The tide may have turned, with industry insiders convinced that the market "temperature" will drop further as developers are forced to put the brakes on launching new residential projects and buyers opt to stay on the sidelines for the time being.
According to the Urban Planning, Land and Resources Commission of Shenzhen Municipality, just 2,674 new apartments, or 288,000 square meters, were sold in Shenzhen between March 25 and April 24 this year - the first month since the curbs went into force.
The volume was only half that of the previous month, but average prices were roughly the same - at 49,800 yuan per square meter.
Under the restrictions - seen as some of the toughest on record - buyers of second homes in Shenzhen who have paid off loans on their first property or have applied for mortgage loans within two years, are required to fork out a down payment of at least 40 percent of the purchase price, compared with the previous 30 percent.
Purchasers without Shenzhen household registration, or hukou, are allowed to buy only one property and must have paid tax or social security premiums in the city for at least three consecutive years instead of one year as in the past.
Developers are adopting a more cautious attitude, with some trimming their prices in an effort to get buyers.

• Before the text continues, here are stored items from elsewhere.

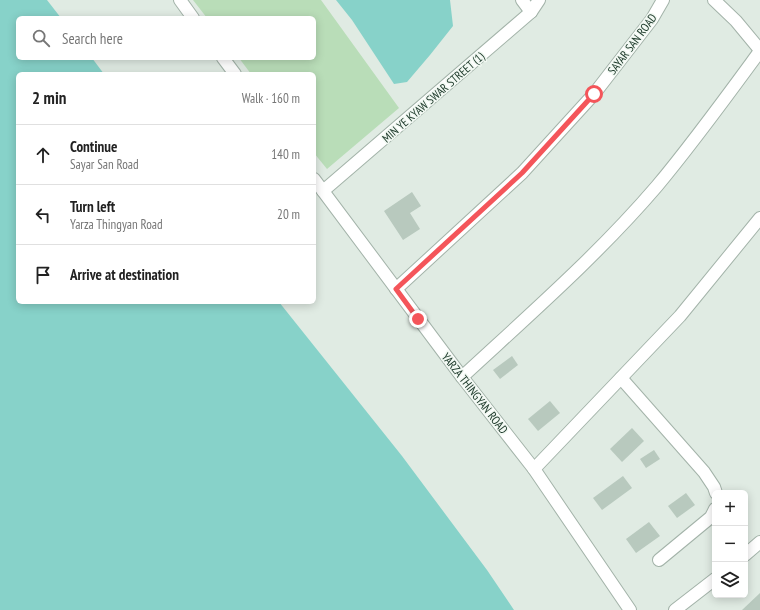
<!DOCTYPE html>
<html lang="en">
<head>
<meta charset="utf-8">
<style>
  body { margin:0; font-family:"PT Sans Narrow",sans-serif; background:#f6f6f6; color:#222 }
  .controls { position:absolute; right:12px; bottom:12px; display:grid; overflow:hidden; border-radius:6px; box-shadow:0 2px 10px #0003 }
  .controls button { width:36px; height:36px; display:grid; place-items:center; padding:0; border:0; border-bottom:1px solid #e0e0e0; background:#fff; color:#222; font:20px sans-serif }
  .stop { position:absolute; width:12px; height:12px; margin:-9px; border:3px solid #f4555a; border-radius:50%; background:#fff }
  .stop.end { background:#f4555a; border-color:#fff; box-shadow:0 1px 4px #0008 }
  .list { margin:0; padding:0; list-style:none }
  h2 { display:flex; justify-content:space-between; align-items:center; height:52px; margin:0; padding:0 16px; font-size:17px }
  h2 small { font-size:13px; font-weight:400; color:#767676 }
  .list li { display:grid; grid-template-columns:26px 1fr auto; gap:12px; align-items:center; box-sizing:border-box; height:60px; padding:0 16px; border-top:1px solid #e0e0e0 }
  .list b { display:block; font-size:15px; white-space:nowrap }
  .list p { margin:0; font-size:13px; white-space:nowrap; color:#767676 }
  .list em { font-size:13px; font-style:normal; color:#767676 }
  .icon { flex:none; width:22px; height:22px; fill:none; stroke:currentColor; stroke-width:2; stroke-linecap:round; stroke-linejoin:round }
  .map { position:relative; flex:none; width:760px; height:610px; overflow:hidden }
  .search { position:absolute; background:#fff; box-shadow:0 2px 10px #0003; left:16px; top:16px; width:300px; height:44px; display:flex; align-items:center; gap:10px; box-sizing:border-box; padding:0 14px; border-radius:6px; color:#767676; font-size:15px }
  .panel { position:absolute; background:#fff; box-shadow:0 2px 10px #0003; left:16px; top:72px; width:300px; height:232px; border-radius:6px }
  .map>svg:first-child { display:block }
  .green { fill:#b9ddb8 }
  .water { fill:#87d2c9 }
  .building { fill:#b8c9be }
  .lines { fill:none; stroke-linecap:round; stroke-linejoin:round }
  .minor-casing { stroke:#a3b3a9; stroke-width:14 }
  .tertiary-casing { stroke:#a3b3a9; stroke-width:14 }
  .minor { stroke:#fff; stroke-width:12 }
  .tertiary { stroke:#fff; stroke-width:12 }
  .route { stroke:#f4555a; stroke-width:5 }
  .labels { text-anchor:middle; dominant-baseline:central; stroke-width:3; stroke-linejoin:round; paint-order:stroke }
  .street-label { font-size:12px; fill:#203c2d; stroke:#f1f8f2 }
</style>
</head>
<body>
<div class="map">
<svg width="760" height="610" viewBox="0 0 760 610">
  <rect width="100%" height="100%" fill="#e0ebe3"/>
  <path class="green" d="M193,0H321L399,108L327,169L314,153V74H251L239,58H314V18H207Z"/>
  <g class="water">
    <path d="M0,0H47L61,18H18V58H92L104,74H18V302H279L402,456L487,570L514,610H0Z"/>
    <path d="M336,0H450L453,26L430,55L407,82L394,84L352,20Z"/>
  </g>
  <g class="building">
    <path d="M412,192L421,206L410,213L420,229L403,240L384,211Z"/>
    <path d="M512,356L518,365L500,379L493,370Z"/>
    <path d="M550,401L560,413L538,431L528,419Z"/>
    <path d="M632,428L644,441L622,462L610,449Z"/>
    <path d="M654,450L660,459L646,468L640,459Z"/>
    <path d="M623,476L632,488L602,510L593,498Z"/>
    <path d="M686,493L695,505L677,518L668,506Z"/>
    <path d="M649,522L660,536L636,553L626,539Z"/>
    <path d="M760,593V610H742Z"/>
  </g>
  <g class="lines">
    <g class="minor-casing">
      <g id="minor">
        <path d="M522,0L531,12"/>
        <path d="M714,0L736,21L760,50"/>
        <path d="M323,191L531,12L539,0"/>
        <path d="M396,289L522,173L594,94L652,19L663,0"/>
        <path d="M462,377C529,315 598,255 657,186C693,143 727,96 760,51"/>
        <path d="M621,378L704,472L714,487L716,493"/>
        <path d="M534,469L680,316L760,218"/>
        <path d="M745,555L760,542"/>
        <path d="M659,560L711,517L715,509"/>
        <path d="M675,610L715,579"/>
      </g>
    </g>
    <g class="tertiary-casing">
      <g id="tertiary">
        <path d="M180,0L193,18"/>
        <path d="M223,58L235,74"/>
        <path d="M314,179L462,377L534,469L630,610"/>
      </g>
    </g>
    <use href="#minor" class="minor"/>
    <use href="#tertiary" class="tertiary"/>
  </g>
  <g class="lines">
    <path class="route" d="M418,319L396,289L522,173L594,94"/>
  </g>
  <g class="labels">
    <g class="street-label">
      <text transform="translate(632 44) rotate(-53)">SAYAR SAN ROAD</text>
      <text transform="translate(433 97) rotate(-41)">MIN YE KYAW SWAR STREET (1)</text>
      <text transform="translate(475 393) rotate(52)">YARZA THINGYAN ROAD</text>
    </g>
  </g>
</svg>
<div class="controls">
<button>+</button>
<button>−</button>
<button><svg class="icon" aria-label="layers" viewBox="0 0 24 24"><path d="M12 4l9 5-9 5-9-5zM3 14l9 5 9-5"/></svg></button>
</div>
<div class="stop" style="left:594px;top:94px"></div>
<div class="stop end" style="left:418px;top:319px"></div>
<div class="search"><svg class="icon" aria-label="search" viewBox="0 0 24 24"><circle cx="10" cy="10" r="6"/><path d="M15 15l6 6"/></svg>Search here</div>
<section class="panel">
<h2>2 min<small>Walk · 160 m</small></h2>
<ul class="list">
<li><svg class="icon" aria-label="ahead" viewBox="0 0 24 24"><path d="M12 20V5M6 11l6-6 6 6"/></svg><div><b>Continue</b><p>Sayar San Road</p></div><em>140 m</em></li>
<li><svg class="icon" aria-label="left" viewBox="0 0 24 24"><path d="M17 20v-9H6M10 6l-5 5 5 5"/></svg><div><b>Turn left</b><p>Yarza Thingyan Road</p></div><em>20 m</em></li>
<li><svg class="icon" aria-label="arrive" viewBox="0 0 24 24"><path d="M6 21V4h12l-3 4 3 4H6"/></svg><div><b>Arrive at destination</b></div></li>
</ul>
</section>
</div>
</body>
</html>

For property agents, the heyday seems to be over as they grapple to win deals - a far cry from last year's market frenzy when they were used to reaping a huge harvest like a walk in the park.
"I now get an average of 10 calls from property agents each day. It's a signal that their best days are behind them," Huang Wen, a 29-year-old office clerk in Shenzhen, told China Daily.
"When I went to a new residential project which opened for sale months ago near Bantian last weekend, there were very few visitors. A sales person even told me there was room for discussion on the price if I intended to buy."
Wang Fei, director of the Centaline Property Research Center in Shenzhen, said potential buyers have become "very sensitive" to prices after the new curbs were meted out.
"The latest restrictions have dampened buyers' enthusiasm to a large extent. They have become very sensitive to prices. New residential projects have reported good sales if they're cheaper. Otherwise, transactions were weak," she said.
On the secondary homes front, total transactions have also plummeted - by 64 percent to 6,793 units, or roughly 570,000 square meters - so far this month, compared with the previous month, according to Centaline Property.
The asking price for a 41-square-meter flat at Jingtian, Futian district, was cut by 50,000 yuan to 2.75 million earlier this month, while an 85-square-meter apartment in the same area went for 80,000 yuan less at 5.5 billion yuan, local media reported.
Song Ding, director of the Tourism and Real Estate Industry Research Center at Shenzhen-based think tank China Development Institute, said the new housing policies have had a significant impact on the overheated market.
He reckoned that the city's property sector is going through an adjustment phase, offering a big opportunity for those who had been priced out of the market.